The Goal: 12 buckles in 12 months in 2012 - to celebrate the milestone of my 50th year!

Friday, 24 February 2012

Iron Horse 100 - our excellent weekend adventure

We are back, still alive although a bit more tired today than we were last Friday.

Our (Ken and I) trip began Friday afternoon in Totenham Ontario at 5:00 pm. I picked up Ken at the local grocery store and after a quick Tim Horton's stop we were on the 400 series of highways heading for Buffalo and eventually Florahome Florida. There isn't much to say about the drive except that after we drove for a couple of hours and stopped for gas just outside of St. Catherines we got lost getting back onto the highway heading for the bridge to the USA, pretty funny when you get lost in your own backyard. This set up what was truly a great ride down to Florida. I guess all you need to know is we made is safely and we were still friends when we got there :)

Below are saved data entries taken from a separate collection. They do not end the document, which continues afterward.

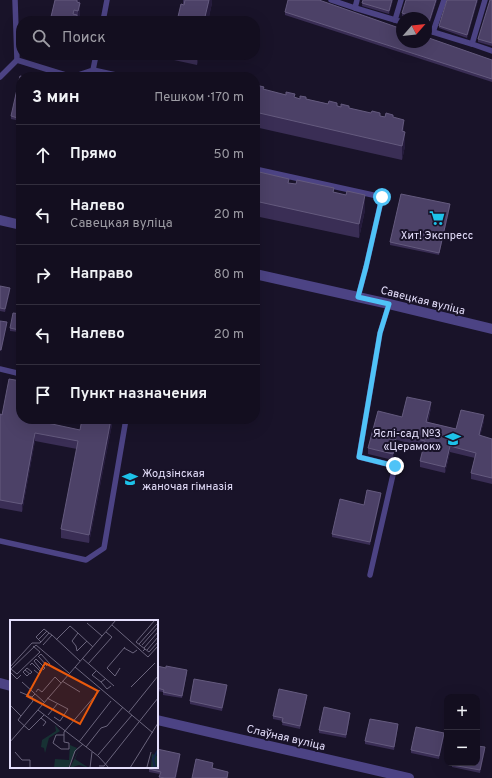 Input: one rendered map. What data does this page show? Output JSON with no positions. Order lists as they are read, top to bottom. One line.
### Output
{"streets":{"street":["Савецкая вуліца","Слаўная вуліца"]},"places":{"supermarket":["Хит! Экспресс"],"school or university":["Яслі-сад №3 «Церамок»","Жодзінская жаночая гімназія"]},"north":"top right","page":{"search":"Поиск","heading":["3 мин","Пешком · 170 m"],"list":[["Прямо","50 m"],["Налево","Савецкая вуліца","20 m"],["Направо","80 m"],["Налево","20 m"],"Пункт назначения"],"map_buttons":["+","−"]}} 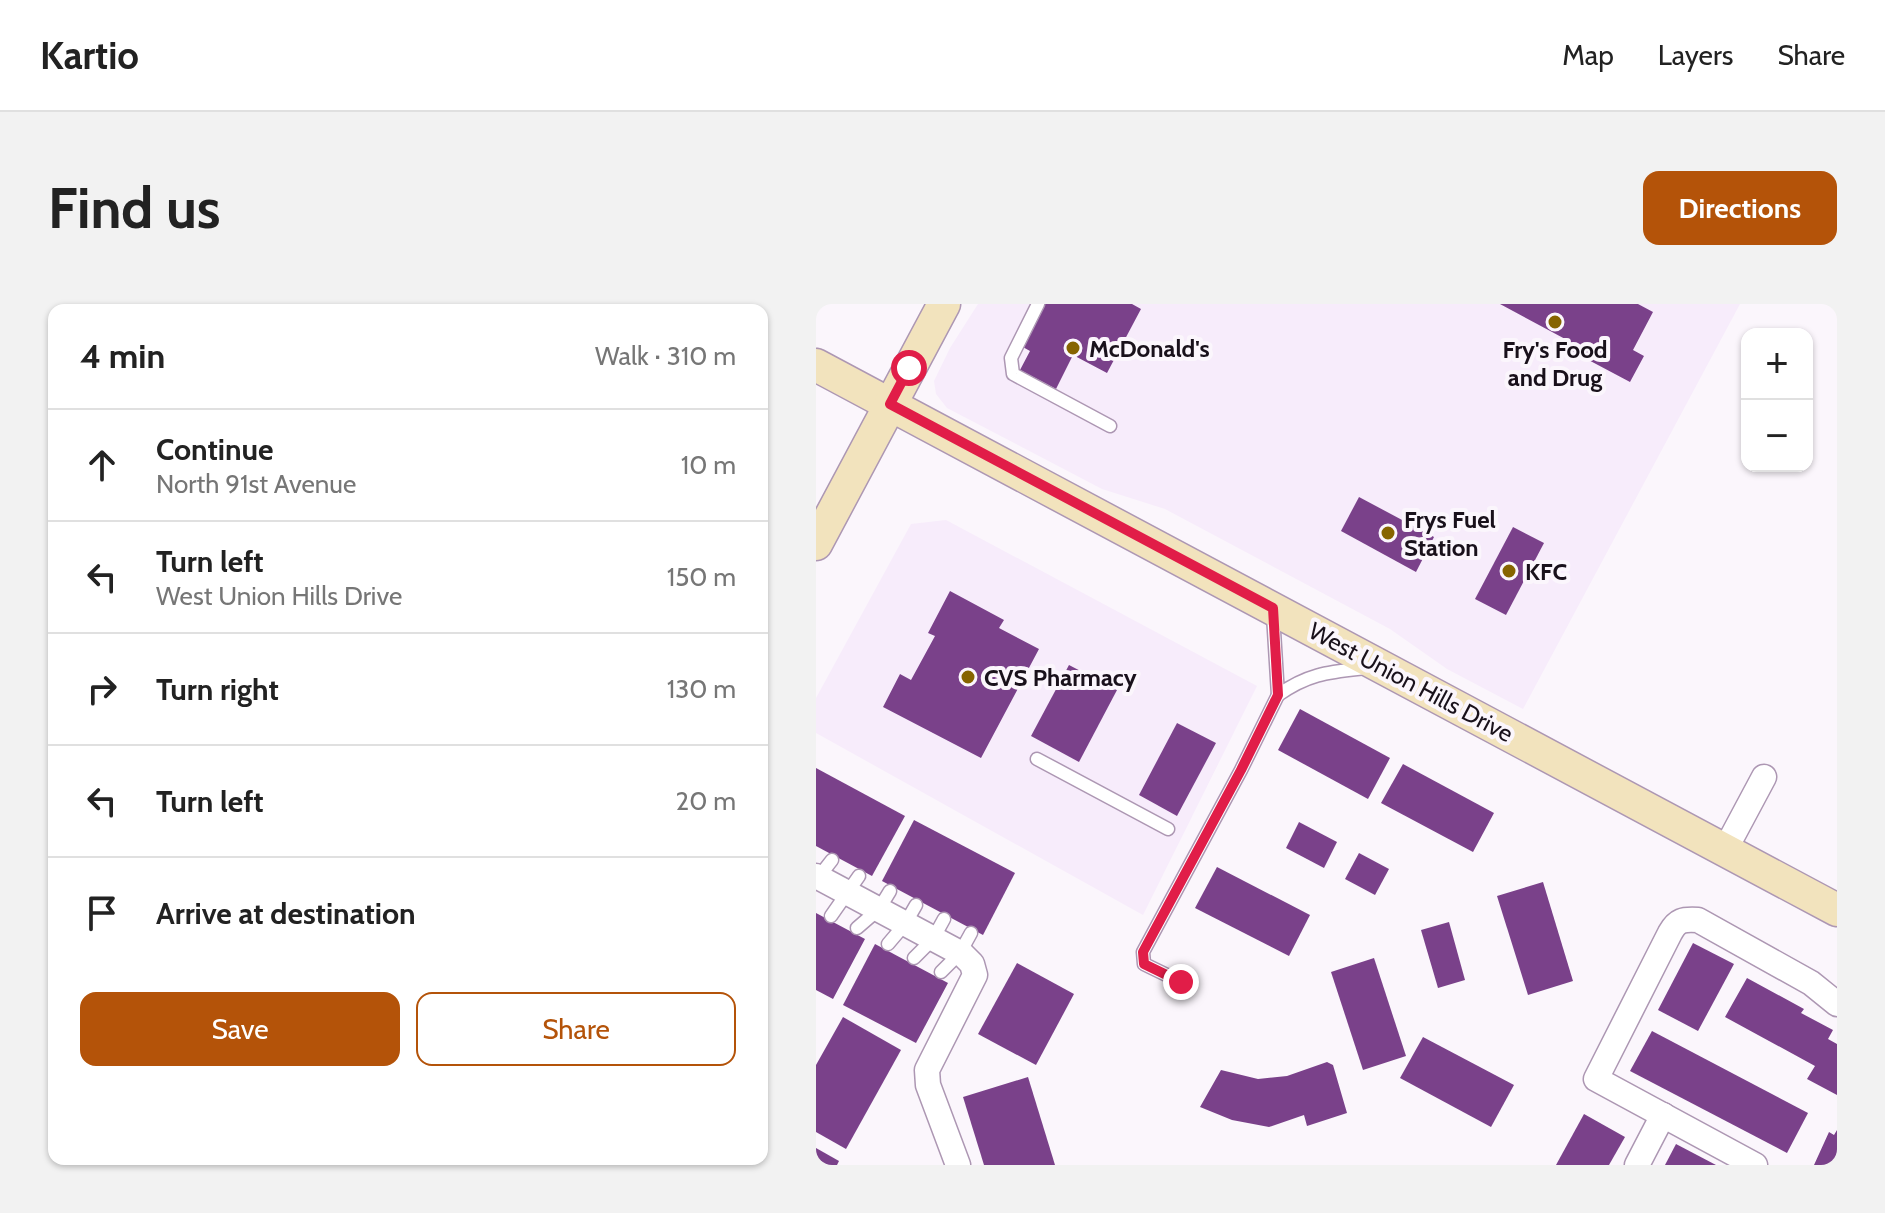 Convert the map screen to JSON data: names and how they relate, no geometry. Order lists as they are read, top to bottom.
{
  "streets": {
    "main road": ["West Union Hills Drive"]
  },
  "places": [
    "Fry's Food and Drug",
    "McDonald's",
    "Frys Fuel Station",
    "KFC",
    "CVS Pharmacy"
  ],
  "page": {
    "header": "Kartio",
    "nav": ["Map", "Layers", "Share"],
    "buttons": [
      "Directions",
      ["Save", "Share"]
    ],
    "title": "Find us",
    "heading": ["4 min", "Walk · 310 m"],
    "map_buttons": ["+", "−"],
    "list": [
      ["Continue", "North 91st Avenue", "10 m"],
      ["Turn left", "West Union Hills Drive", "150 m"],
      ["Turn right", "130 m"],
      ["Turn left", "20 m"],
      "Arrive at destination"
    ]
  }
}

We drove all night long and took turns taking naps in a reclyined passanger seat and between songs and downloaded pod casts from Trail Runner Nation we managed to sleep 4 or 5 hours each, just enough to keep the car moving forward. We arrived at our motel in Florahome on Friday afternoon at 1:00 pm and after another short nap we afternoon attended the pre-race meeting, picked up the swag bag and then Ken got back into the car like a trooper and returned to Jacksonville to pick up Michelle at the airport.

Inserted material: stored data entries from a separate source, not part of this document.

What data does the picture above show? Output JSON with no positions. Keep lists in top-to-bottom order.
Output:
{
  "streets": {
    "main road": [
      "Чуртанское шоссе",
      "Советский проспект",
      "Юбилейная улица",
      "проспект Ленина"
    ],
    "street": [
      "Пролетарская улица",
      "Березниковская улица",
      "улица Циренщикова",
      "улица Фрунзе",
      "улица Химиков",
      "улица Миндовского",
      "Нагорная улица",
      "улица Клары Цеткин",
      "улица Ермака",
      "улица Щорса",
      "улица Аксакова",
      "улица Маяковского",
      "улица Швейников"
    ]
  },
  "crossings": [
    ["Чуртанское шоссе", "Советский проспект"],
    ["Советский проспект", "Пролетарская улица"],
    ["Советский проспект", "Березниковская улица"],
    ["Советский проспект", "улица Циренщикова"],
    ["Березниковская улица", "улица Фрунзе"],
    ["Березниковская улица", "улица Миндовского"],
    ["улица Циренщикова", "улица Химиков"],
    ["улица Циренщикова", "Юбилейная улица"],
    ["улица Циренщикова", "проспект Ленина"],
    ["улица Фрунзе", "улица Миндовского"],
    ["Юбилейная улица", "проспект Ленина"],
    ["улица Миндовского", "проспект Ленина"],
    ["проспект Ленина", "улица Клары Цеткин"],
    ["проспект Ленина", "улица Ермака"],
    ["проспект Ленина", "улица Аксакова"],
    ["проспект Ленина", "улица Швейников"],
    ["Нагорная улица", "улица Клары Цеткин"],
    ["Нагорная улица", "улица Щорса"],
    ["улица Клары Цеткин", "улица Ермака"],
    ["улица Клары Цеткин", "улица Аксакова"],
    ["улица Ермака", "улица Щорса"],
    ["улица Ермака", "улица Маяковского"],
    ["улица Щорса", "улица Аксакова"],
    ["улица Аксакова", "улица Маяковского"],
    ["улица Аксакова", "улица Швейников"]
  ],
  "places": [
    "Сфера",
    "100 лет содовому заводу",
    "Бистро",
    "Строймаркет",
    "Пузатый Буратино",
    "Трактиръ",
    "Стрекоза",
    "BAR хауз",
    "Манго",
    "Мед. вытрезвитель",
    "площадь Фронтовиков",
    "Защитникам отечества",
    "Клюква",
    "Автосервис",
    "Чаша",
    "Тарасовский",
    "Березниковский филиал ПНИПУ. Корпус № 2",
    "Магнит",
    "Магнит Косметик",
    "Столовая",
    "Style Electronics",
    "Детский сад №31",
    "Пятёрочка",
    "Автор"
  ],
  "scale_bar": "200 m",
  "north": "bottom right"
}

Race morning: Up at 5:30 for the typical pre-race breakfast. I even took a Tim Horton's tea bag with me as to not mess up the usual Tim's large tea and a cinamon raisan bagel. Once breakfast was over and we found our way down County Road 100 to the race start line, 6:45 and I was ready to go.

Race start, 7:00 am. It was about 18 degrees at race start and the humidity was pretty high. Michelle and Ken got my drop bag ready for the far end of the course and with the threat of rain I was just hoping we'd get the first 10 or 12 miles in before the rain started. Luckily this was the case and as a matter of fact shortly after the race start the sky cleared, the temperature rose to about 28 degrees and the humidity remained at about 90 percent.

My first 50 miles went very well. I had a plan to get it done in or around 9:45 in order to keep my goal of finishing under 22 hours alive. I reached the 50 mile turn around in 9:35 and felt very good and truly ready to knock the socks of the course over the nexst 50 miles. More on the second half later.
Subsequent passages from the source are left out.